I spent some time today profiling a Brownian dynamics simulation written in Python to see how I could make it faster before starting some long runs on a Linux cluster. In the sections below, I have attempted to quantify the speed improvements due to various changes. Keep in mind that the actual speed improvement in your code will vary, depending on where the actual bottlenecks occur. See my post about profiling Python code. Another caveat: I am running Python 2.4.4 because it’s installed on our cluster.

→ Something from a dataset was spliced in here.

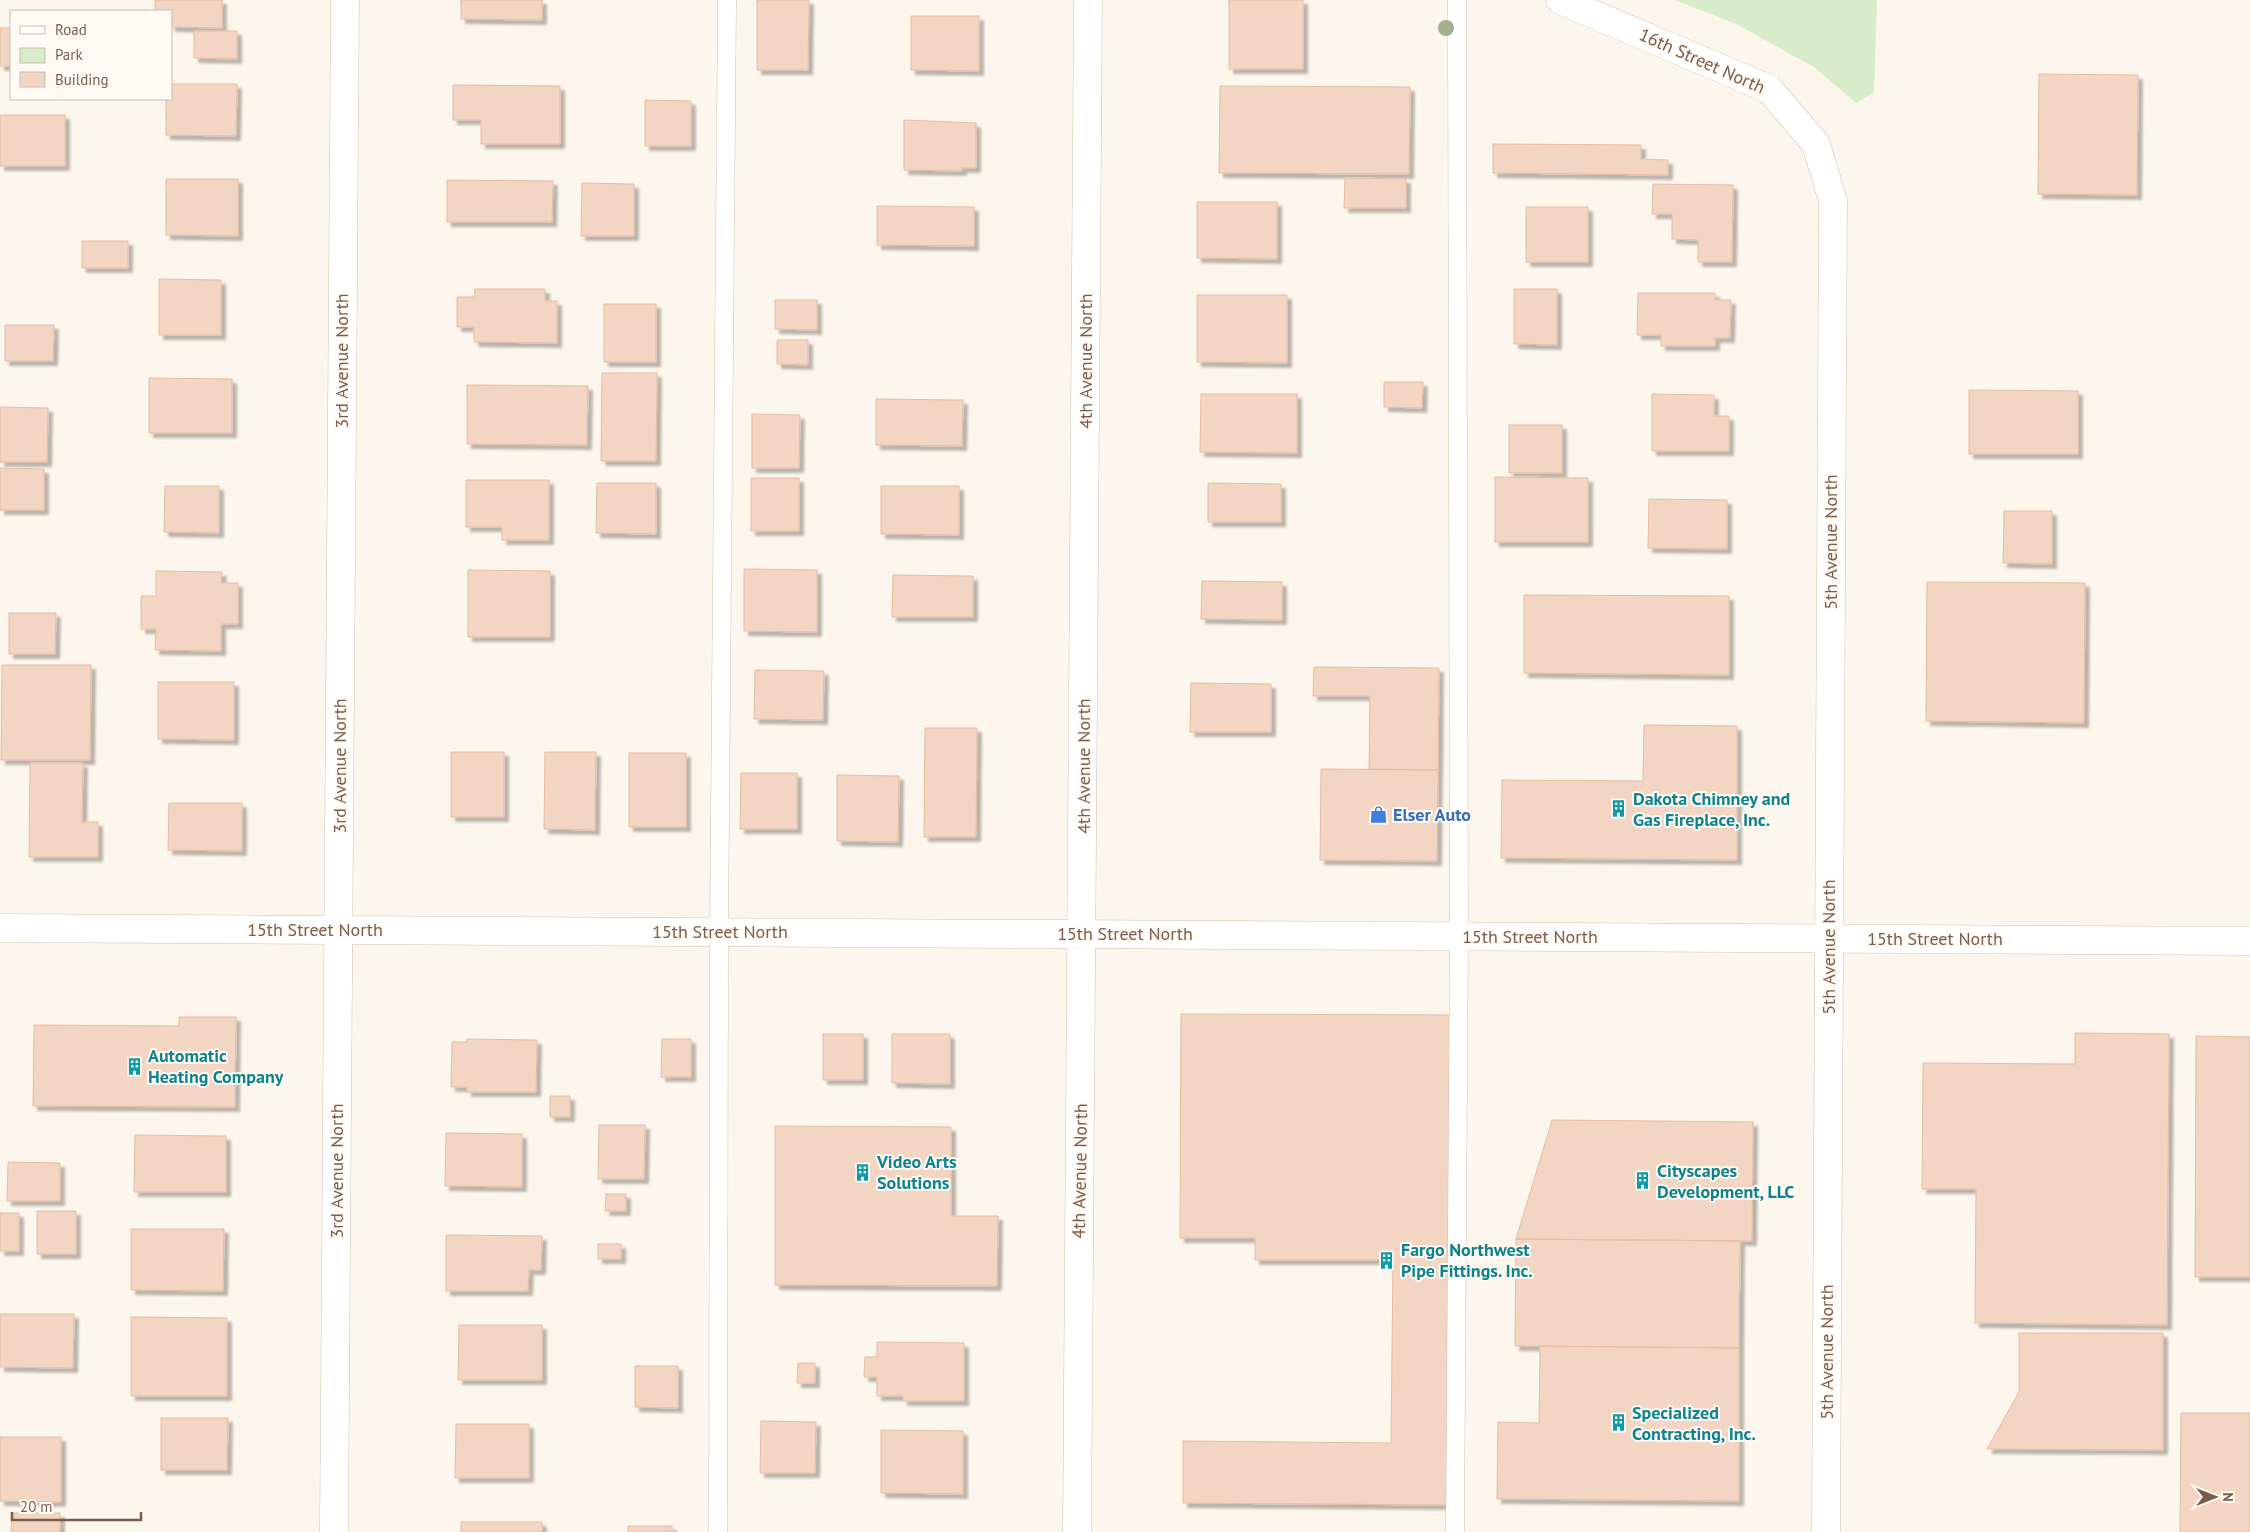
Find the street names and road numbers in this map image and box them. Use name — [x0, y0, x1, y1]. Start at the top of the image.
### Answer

Use SciPy to implement fast lookup tables
Please see my previous post about how to implement fast lookup tables in Python using interp1d and UnivariateSpline. interp1d seems to be faster when operating on a NumpyArray, but UnivariateSpline is faster when operating on individual floating-point numbers. cipy.interpolate.UnivariateSpline wraps a compiled Fortran library (FITPACK), and it’s pretty much a drop-in replacement for interp1d. The one thing it can’t do is return a default value for out-of-range x values.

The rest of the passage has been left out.